* **Material for the task**:
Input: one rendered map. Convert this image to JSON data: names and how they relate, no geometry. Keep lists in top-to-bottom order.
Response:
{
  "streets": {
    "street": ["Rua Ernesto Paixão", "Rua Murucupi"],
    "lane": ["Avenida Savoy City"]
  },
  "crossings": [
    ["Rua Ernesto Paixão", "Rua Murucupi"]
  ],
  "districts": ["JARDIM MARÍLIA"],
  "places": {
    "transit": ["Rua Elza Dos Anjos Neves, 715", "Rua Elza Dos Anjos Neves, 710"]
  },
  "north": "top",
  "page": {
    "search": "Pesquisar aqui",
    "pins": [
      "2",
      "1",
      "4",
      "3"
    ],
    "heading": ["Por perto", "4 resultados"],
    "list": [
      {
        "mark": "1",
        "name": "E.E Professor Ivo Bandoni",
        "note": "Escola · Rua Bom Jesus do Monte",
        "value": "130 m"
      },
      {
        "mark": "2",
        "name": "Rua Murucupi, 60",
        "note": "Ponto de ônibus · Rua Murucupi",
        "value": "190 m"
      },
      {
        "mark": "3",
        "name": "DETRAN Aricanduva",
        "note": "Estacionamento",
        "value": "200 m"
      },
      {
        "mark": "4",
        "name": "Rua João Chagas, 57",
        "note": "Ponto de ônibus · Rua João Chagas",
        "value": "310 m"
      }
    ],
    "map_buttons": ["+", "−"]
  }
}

* **Try it**: Each record has to be given again exactly as written.

* **Reply to the exercise**:
Input: one rendered map. Convert this image to JSON data: names and how they relate, no geometry. Keep lists in top-to-bottom order.
Response:
{
  "streets": {
    "street": ["Rua Ernesto Paixão", "Rua Murucupi"],
    "lane": ["Avenida Savoy City"]
  },
  "crossings": [
    ["Rua Ernesto Paixão", "Rua Murucupi"]
  ],
  "districts": ["JARDIM MARÍLIA"],
  "places": {
    "transit": ["Rua Elza Dos Anjos Neves, 715", "Rua Elza Dos Anjos Neves, 710"]
  },
  "north": "top",
  "page": {
    "search": "Pesquisar aqui",
    "pins": [
      "2",
      "1",
      "4",
      "3"
    ],
    "heading": ["Por perto", "4 resultados"],
    "list": [
      {
        "mark": "1",
        "name": "E.E Professor Ivo Bandoni",
        "note": "Escola · Rua Bom Jesus do Monte",
        "value": "130 m"
      },
      {
        "mark": "2",
        "name": "Rua Murucupi, 60",
        "note": "Ponto de ônibus · Rua Murucupi",
        "value": "190 m"
      },
      {
        "mark": "3",
        "name": "DETRAN Aricanduva",
        "note": "Estacionamento",
        "value": "200 m"
      },
      {
        "mark": "4",
        "name": "Rua João Chagas, 57",
        "note": "Ponto de ônibus · Rua João Chagas",
        "value": "310 m"
      }
    ],
    "map_buttons": ["+", "−"]
  }
}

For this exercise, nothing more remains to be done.